WHAT IS EXPECTED: Could you give back exactly the lines below from the one with "Map reading. Extract" through the one with "Input: one rendered", without a single picture?

-------- MATERIAL PROVIDED

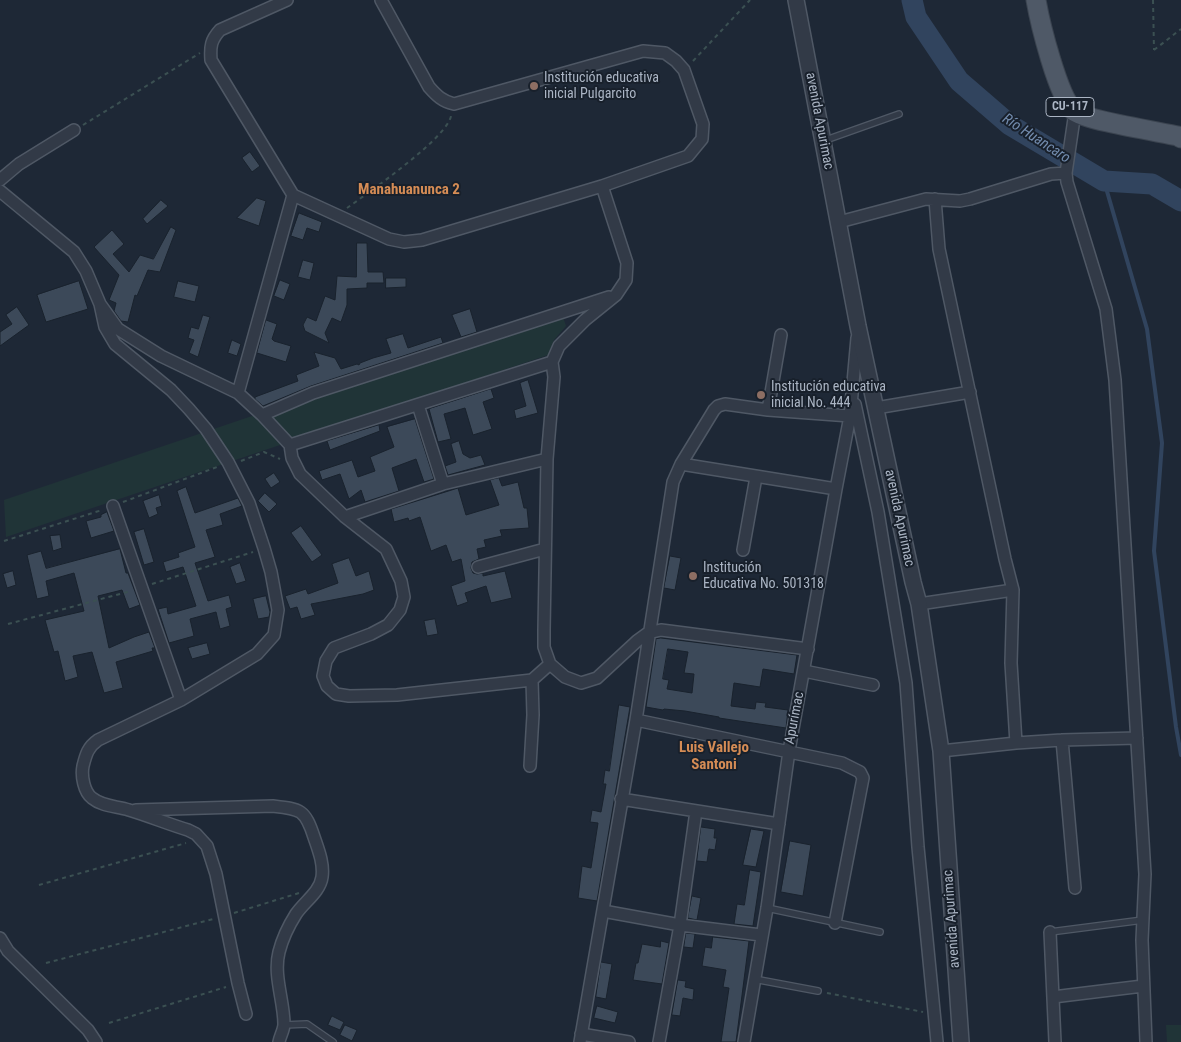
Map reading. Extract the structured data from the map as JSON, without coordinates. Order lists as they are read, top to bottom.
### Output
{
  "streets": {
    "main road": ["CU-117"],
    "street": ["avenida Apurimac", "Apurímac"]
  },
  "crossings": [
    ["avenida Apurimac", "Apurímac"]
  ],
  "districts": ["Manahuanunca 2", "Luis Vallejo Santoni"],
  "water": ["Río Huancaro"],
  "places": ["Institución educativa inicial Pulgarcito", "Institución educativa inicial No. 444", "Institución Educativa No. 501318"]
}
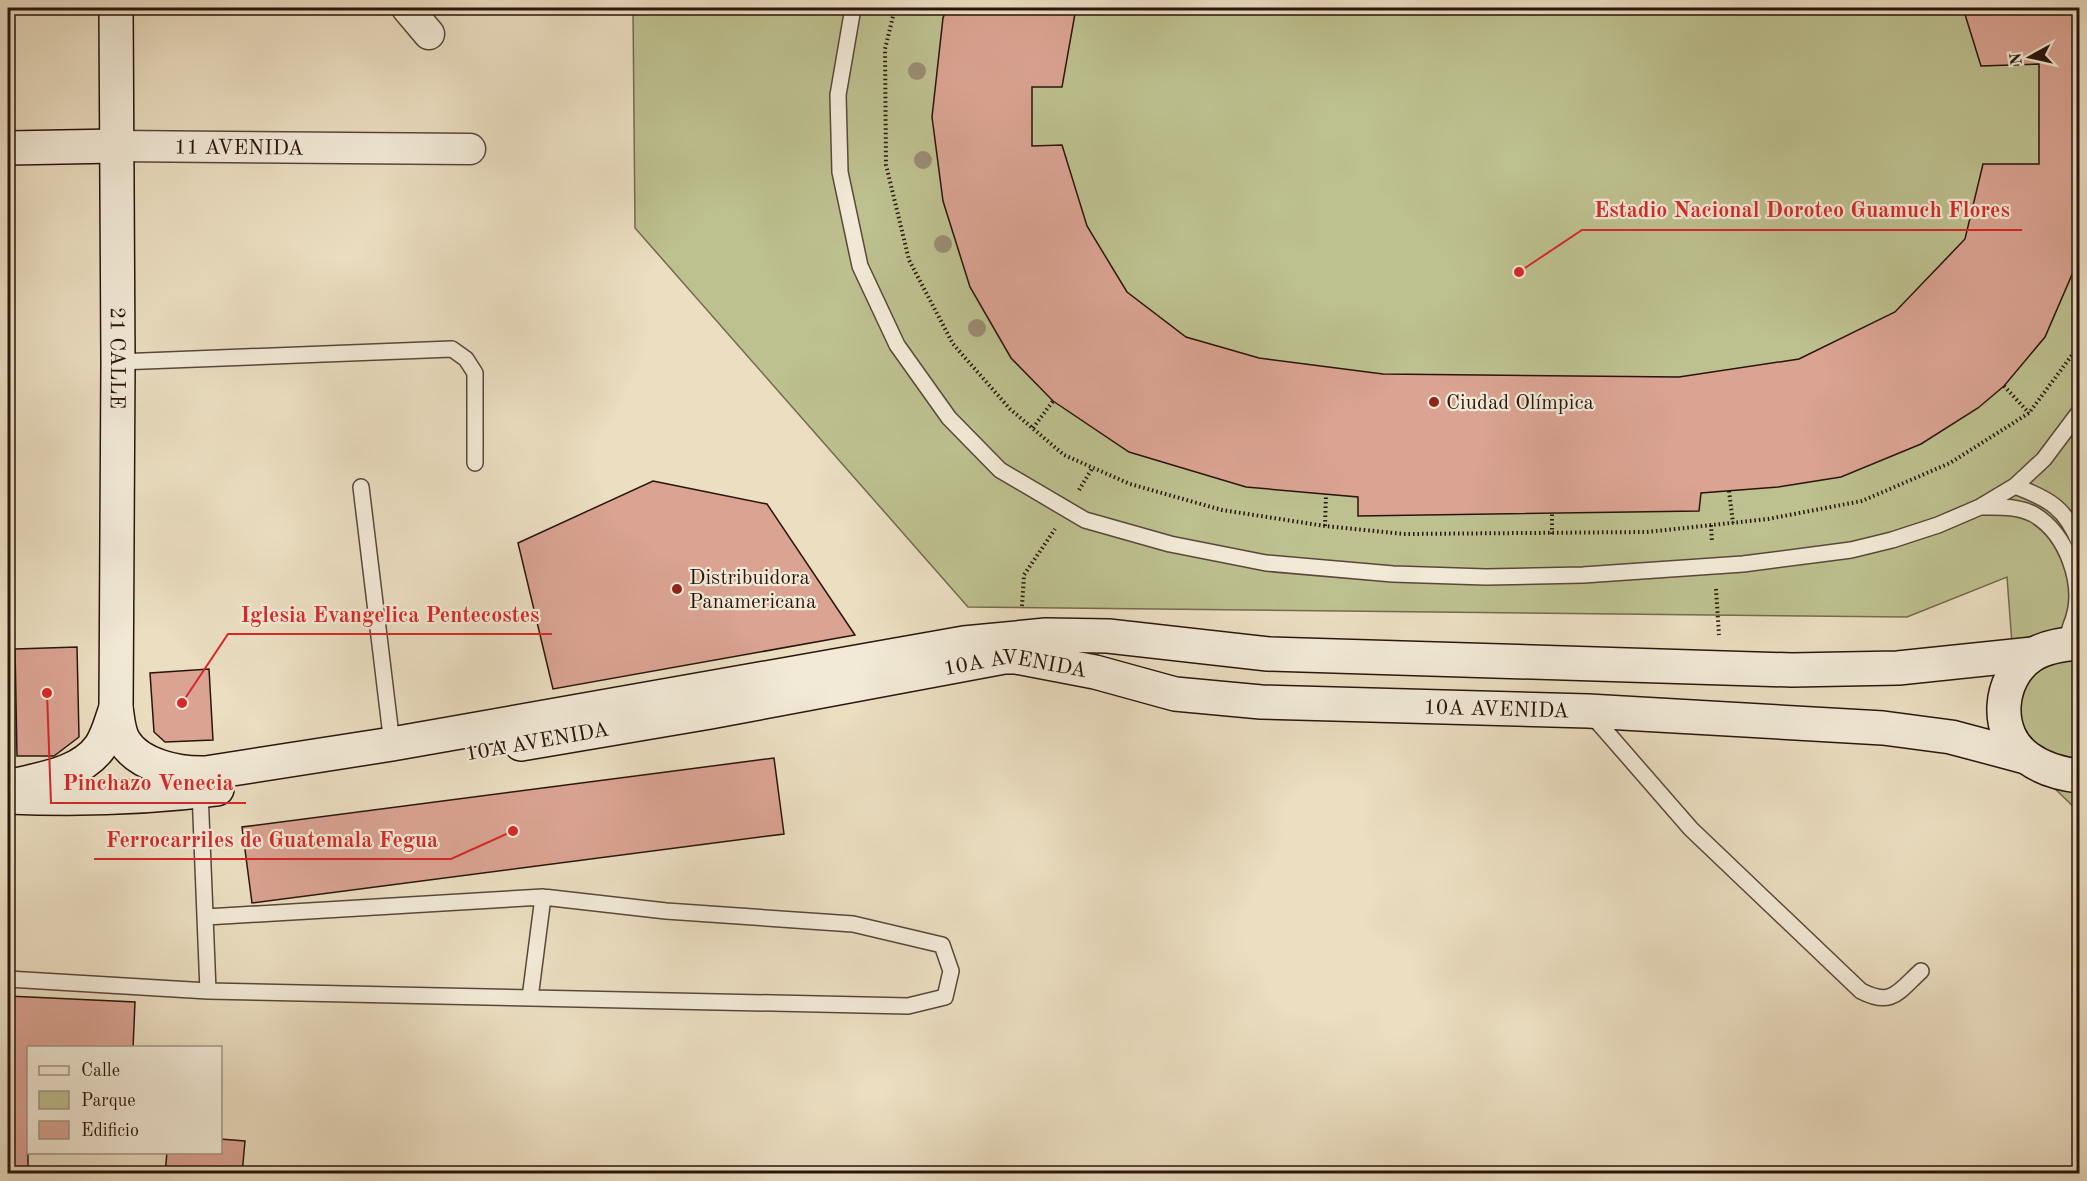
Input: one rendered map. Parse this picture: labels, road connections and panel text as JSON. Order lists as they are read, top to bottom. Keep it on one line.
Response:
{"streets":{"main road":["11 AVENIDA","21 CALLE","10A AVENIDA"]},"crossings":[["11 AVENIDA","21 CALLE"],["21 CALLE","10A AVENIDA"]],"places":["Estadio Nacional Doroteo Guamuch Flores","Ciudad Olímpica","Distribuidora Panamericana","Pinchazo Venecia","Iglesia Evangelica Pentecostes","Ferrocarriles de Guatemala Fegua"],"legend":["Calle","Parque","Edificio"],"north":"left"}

----------------
-------- MATERIAL PROVIDED

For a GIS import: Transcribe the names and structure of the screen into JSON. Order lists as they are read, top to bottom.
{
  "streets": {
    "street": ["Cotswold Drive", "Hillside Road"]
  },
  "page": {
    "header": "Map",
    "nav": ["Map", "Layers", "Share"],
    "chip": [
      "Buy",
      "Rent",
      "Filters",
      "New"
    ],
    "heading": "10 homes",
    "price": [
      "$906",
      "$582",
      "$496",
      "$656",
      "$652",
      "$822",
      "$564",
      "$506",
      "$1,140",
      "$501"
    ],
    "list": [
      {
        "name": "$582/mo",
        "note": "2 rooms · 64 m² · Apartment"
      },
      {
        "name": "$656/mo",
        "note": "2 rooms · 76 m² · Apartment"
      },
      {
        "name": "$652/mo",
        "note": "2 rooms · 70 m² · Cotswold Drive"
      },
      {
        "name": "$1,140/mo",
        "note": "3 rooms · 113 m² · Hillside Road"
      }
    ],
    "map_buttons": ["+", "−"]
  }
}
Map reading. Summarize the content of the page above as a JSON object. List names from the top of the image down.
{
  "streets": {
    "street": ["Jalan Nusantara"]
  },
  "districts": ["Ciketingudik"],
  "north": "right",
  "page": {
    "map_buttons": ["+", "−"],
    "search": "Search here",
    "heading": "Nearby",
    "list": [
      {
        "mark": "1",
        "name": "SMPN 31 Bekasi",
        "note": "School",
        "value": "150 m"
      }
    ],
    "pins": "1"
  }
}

----------------

RESULT:
Map reading. Extract the structured data from the map as JSON, without coordinates. Order lists as they are read, top to bottom.
### Output
{
  "streets": {
    "main road": ["CU-117"],
    "street": ["avenida Apurimac", "Apurímac"]
  },
  "crossings": [
    ["avenida Apurimac", "Apurímac"]
  ],
  "districts": ["Manahuanunca 2", "Luis Vallejo Santoni"],
  "water": ["Río Huancaro"],
  "places": ["Institución educativa inicial Pulgarcito", "Institución educativa inicial No. 444", "Institución Educativa No. 501318"]
}
Input: one rendered map. Parse this picture: labels, road connections and panel text as JSON. Order lists as they are read, top to bottom. Keep it on one line.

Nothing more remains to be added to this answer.